### Exercise input
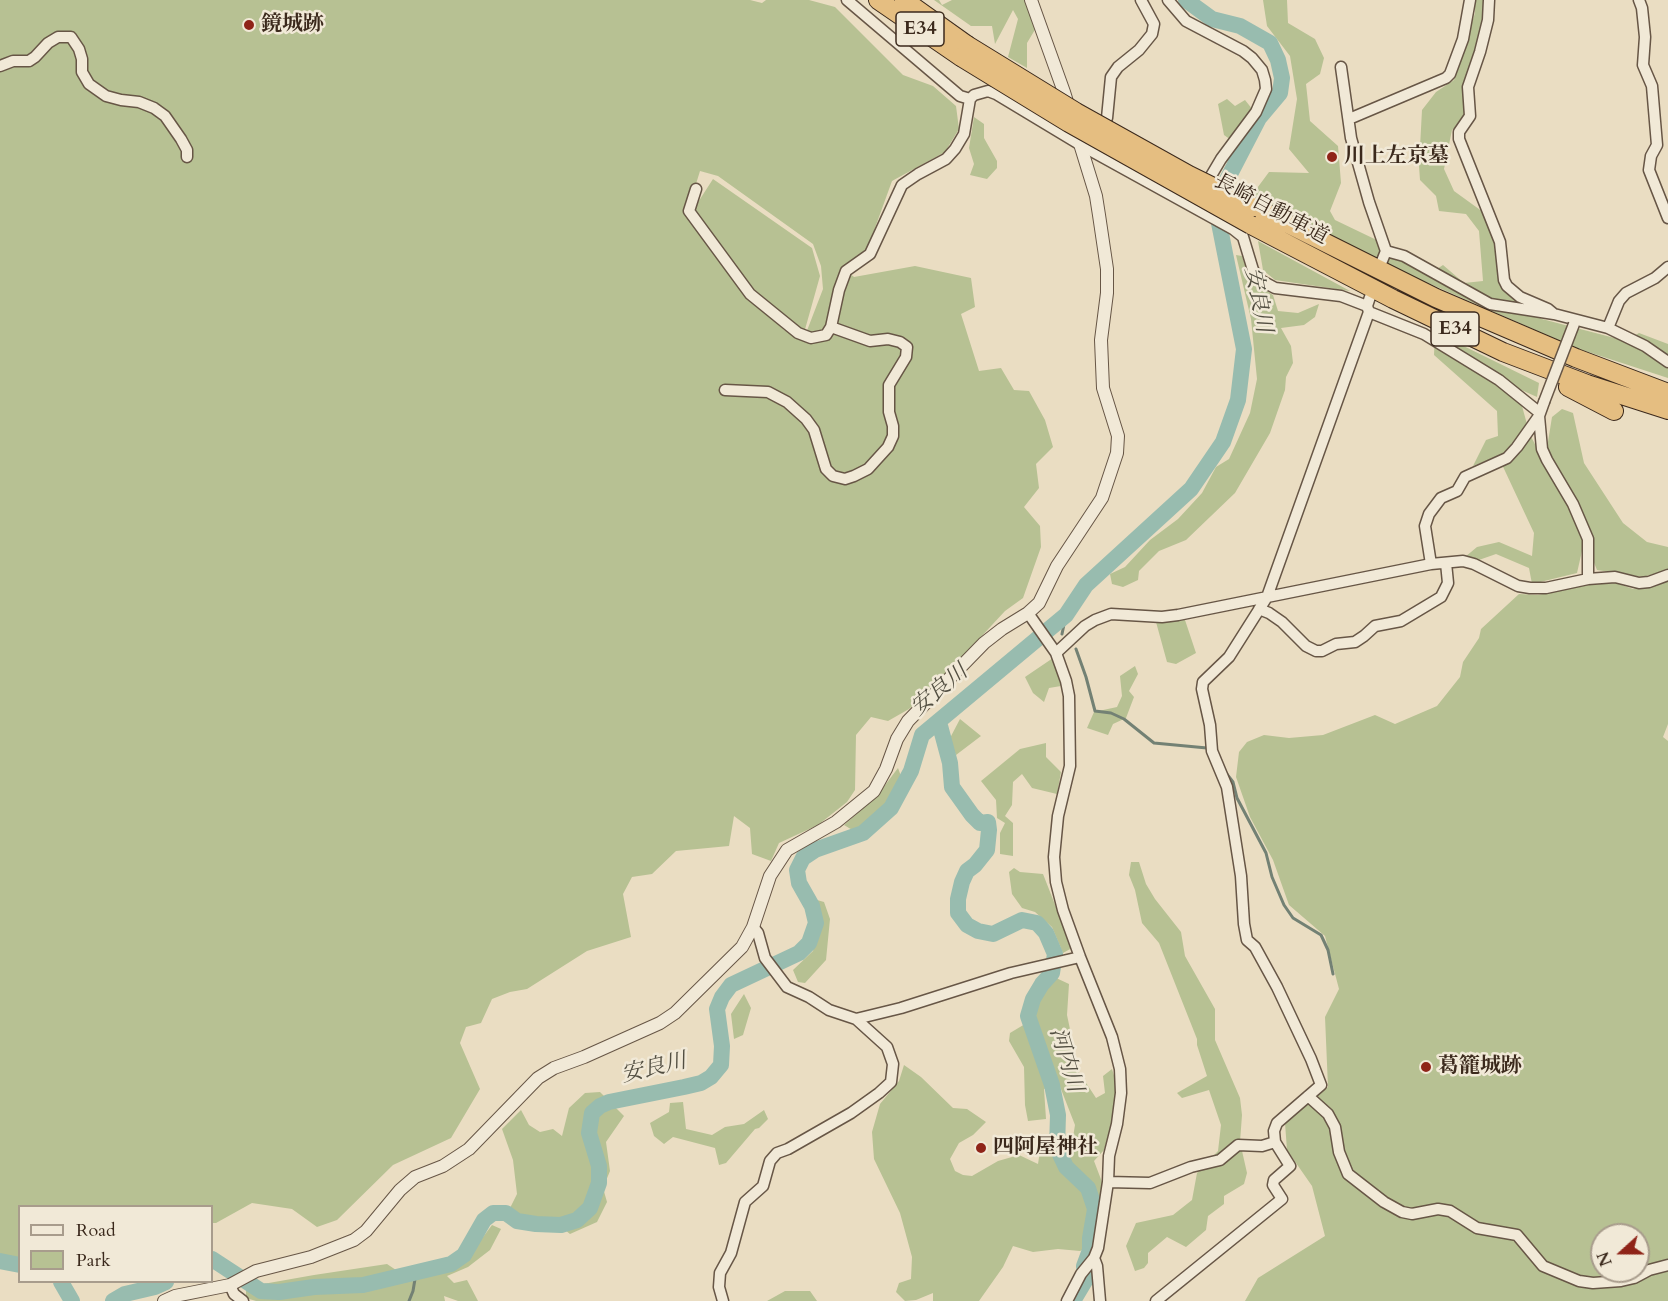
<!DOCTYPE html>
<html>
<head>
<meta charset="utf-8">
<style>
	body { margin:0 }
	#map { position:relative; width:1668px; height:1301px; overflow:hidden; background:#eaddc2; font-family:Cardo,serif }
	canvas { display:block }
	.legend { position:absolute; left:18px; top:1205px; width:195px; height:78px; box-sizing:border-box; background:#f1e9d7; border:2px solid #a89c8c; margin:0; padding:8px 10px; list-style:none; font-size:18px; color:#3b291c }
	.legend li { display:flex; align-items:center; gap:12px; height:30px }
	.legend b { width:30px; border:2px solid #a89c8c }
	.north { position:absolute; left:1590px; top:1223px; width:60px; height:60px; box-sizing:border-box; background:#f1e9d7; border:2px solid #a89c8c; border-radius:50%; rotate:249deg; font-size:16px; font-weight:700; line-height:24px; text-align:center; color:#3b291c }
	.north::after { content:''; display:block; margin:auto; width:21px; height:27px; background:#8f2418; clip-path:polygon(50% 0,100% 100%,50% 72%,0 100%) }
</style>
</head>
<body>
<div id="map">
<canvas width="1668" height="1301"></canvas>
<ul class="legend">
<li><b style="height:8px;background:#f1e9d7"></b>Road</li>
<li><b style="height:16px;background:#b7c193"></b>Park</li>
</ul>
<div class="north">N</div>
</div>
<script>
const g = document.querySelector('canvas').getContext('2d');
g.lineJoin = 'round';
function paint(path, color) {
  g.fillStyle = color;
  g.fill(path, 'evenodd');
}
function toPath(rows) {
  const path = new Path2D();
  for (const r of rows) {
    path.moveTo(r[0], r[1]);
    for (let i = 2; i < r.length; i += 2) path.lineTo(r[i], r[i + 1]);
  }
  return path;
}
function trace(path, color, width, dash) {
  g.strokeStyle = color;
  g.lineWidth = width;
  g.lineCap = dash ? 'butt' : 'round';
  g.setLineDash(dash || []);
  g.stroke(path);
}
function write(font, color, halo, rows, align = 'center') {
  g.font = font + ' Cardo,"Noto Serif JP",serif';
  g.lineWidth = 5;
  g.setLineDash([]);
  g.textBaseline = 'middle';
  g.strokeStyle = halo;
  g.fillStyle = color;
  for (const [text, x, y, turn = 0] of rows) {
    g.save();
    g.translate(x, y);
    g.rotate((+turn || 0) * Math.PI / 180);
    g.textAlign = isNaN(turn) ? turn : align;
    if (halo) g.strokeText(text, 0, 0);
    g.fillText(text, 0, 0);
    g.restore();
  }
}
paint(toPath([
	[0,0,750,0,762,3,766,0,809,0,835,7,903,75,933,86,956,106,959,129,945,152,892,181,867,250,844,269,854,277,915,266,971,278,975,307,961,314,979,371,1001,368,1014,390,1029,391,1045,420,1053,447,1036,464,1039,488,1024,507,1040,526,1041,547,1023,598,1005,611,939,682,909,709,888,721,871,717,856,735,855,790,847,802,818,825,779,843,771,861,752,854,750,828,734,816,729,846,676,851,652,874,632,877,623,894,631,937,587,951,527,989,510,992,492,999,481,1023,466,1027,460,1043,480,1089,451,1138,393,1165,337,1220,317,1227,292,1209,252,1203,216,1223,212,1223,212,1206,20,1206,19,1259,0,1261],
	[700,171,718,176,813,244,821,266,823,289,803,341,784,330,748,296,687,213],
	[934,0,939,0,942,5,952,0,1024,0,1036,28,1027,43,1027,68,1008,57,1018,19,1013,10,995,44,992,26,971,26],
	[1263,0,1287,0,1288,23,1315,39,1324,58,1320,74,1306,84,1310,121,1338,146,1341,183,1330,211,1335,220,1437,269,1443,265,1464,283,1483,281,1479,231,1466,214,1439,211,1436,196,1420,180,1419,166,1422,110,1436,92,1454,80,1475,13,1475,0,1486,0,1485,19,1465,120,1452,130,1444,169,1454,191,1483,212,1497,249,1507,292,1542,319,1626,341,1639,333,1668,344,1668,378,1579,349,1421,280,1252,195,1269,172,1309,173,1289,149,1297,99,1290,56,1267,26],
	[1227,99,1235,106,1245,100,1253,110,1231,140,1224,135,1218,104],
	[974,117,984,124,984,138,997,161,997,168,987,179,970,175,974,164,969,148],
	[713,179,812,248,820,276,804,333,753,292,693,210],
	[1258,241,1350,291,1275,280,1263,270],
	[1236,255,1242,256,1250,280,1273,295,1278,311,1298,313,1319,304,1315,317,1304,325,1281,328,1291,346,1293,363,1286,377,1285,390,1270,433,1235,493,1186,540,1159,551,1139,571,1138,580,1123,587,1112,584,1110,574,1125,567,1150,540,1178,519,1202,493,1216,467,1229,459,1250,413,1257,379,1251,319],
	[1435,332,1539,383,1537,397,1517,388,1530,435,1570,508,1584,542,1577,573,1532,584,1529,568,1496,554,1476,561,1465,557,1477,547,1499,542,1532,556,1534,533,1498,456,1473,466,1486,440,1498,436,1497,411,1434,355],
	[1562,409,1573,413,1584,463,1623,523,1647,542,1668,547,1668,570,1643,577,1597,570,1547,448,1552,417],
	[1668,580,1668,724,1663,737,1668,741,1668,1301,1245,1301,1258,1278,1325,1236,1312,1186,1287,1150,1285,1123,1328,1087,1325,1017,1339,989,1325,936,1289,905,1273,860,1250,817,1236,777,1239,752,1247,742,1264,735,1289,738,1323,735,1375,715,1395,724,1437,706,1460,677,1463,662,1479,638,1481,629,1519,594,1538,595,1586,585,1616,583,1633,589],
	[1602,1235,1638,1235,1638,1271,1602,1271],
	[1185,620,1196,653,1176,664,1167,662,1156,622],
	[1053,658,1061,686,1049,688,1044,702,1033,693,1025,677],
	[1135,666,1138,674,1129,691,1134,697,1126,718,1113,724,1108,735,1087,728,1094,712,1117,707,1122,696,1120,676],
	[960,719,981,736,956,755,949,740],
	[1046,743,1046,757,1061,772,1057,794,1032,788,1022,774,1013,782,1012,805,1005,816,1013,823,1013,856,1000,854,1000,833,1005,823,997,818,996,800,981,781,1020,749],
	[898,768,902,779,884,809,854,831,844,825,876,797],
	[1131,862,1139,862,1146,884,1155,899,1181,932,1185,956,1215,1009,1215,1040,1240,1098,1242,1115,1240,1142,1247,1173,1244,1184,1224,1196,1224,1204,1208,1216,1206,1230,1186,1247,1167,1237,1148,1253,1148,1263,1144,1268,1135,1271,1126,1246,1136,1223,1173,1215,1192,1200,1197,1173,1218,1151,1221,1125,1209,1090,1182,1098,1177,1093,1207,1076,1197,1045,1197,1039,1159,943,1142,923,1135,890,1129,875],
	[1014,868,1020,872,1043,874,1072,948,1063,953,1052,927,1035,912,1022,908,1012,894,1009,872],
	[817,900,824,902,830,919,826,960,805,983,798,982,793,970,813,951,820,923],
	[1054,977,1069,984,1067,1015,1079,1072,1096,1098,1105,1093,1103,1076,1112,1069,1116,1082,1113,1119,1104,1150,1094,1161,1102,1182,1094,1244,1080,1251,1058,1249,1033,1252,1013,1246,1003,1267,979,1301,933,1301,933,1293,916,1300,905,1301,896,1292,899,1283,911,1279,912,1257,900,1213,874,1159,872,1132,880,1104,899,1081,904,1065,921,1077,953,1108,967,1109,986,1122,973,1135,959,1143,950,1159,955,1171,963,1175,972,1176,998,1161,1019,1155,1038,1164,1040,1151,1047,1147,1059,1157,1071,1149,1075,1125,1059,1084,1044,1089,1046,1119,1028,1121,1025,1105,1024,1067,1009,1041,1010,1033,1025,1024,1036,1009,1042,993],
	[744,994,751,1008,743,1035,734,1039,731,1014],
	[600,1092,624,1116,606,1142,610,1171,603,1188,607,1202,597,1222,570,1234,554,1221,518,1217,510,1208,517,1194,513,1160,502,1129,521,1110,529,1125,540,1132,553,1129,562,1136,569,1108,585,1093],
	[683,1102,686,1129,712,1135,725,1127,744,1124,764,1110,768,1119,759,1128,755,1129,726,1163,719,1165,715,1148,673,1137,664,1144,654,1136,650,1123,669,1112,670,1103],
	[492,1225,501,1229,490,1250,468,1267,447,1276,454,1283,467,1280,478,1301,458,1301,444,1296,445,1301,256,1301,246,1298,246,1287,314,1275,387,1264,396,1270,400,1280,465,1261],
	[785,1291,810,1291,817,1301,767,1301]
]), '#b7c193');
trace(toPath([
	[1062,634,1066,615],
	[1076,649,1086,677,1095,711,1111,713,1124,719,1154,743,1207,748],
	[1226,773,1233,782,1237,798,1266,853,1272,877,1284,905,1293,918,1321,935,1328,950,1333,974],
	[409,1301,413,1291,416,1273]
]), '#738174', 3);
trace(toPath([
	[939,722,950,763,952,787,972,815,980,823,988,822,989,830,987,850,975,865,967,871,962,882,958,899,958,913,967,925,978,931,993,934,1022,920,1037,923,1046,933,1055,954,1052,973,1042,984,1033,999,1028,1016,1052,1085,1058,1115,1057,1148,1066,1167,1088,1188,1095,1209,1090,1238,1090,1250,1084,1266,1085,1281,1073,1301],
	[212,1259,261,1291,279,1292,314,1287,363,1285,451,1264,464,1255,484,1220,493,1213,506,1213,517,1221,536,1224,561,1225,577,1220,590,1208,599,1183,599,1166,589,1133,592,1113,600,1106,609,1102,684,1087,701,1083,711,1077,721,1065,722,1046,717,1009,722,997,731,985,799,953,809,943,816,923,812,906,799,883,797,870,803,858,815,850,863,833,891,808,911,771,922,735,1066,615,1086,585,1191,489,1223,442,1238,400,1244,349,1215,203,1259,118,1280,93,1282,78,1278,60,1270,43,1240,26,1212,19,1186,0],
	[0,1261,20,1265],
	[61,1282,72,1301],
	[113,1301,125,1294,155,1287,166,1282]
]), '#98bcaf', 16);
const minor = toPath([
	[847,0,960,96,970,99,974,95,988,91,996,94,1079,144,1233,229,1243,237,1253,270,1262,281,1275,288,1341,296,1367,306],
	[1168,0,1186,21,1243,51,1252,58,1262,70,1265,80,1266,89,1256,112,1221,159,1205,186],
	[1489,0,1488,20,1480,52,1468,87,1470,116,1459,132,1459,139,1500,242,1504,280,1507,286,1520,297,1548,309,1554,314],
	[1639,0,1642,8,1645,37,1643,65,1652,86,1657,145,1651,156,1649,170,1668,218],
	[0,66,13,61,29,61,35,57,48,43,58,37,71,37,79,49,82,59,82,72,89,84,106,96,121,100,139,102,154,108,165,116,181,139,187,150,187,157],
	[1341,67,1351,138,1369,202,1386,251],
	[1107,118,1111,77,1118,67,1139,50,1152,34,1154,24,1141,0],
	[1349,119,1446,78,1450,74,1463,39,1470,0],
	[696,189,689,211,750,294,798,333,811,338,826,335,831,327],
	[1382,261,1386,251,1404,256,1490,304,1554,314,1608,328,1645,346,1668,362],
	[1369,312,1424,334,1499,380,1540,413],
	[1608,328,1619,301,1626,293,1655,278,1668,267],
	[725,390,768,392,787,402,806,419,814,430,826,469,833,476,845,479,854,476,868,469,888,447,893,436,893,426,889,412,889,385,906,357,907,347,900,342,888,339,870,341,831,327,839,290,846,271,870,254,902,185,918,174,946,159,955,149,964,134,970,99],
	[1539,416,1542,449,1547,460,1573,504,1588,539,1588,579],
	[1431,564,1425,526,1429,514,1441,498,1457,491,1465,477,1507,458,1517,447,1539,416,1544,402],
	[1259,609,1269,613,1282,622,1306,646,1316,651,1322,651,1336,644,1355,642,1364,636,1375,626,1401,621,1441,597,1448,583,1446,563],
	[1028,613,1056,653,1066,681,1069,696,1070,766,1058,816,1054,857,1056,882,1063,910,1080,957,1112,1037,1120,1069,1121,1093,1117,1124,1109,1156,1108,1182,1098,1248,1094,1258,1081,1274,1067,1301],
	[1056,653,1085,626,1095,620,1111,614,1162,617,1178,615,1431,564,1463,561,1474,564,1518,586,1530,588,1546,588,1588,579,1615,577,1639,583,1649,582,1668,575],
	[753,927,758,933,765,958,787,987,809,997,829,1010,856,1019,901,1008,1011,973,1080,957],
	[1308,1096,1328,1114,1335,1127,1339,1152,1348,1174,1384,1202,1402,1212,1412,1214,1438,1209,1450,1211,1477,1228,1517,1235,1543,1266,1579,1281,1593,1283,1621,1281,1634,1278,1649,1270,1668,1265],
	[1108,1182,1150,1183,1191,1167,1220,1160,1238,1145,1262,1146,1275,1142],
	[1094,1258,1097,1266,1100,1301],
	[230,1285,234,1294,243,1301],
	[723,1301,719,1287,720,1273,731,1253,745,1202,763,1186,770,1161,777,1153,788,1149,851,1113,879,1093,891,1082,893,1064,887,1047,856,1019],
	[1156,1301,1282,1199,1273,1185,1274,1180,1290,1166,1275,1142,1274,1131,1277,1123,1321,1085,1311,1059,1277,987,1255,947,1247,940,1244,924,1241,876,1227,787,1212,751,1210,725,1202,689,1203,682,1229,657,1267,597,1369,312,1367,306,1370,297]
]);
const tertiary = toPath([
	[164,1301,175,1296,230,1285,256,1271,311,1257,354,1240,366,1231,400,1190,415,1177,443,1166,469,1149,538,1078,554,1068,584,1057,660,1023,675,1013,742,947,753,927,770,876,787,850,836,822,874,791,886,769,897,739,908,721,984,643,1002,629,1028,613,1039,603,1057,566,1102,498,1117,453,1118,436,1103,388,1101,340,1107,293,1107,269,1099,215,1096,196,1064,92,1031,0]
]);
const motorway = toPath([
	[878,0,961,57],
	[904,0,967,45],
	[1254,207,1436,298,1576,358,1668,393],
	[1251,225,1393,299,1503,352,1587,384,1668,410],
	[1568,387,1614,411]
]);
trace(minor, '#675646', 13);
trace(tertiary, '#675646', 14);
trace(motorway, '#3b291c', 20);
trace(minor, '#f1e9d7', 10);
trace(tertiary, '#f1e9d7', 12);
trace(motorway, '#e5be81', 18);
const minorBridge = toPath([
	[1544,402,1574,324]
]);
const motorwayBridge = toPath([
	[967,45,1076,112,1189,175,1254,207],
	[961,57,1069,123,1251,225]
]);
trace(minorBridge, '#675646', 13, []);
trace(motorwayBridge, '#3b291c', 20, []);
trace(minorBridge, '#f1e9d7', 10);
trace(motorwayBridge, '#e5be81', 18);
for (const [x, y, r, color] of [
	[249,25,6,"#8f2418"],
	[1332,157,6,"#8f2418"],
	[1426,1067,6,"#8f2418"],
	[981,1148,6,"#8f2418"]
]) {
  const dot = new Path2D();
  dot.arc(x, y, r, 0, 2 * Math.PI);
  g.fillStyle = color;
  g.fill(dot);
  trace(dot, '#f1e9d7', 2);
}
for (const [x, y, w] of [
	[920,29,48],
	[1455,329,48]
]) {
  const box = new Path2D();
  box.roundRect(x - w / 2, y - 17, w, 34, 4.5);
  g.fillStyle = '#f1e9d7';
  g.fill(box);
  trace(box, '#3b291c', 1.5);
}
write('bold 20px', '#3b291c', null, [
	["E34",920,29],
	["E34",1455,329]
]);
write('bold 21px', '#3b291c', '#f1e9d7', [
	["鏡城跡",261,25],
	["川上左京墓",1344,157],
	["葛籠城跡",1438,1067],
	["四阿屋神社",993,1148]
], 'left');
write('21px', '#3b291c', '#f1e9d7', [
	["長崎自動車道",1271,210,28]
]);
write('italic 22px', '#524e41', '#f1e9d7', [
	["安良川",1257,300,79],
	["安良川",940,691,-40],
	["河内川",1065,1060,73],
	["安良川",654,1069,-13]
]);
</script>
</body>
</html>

### Your instructions
Write out exactly the lines between the start of the data and the line with "display:flex; align-items:center; gap:12px;", including both, but none of the pictures.

### Solution
<!DOCTYPE html>
<html>
<head>
<meta charset="utf-8">
<style>
	body { margin:0 }
	#map { position:relative; width:1668px; height:1301px; overflow:hidden; background:#eaddc2; font-family:Cardo,serif }
	canvas { display:block }
	.legend { position:absolute; left:18px; top:1205px; width:195px; height:78px; box-sizing:border-box; background:#f1e9d7; border:2px solid #a89c8c; margin:0; padding:8px 10px; list-style:none; font-size:18px; color:#3b291c }
	.legend li { display:flex; align-items:center; gap:12px; height:30px }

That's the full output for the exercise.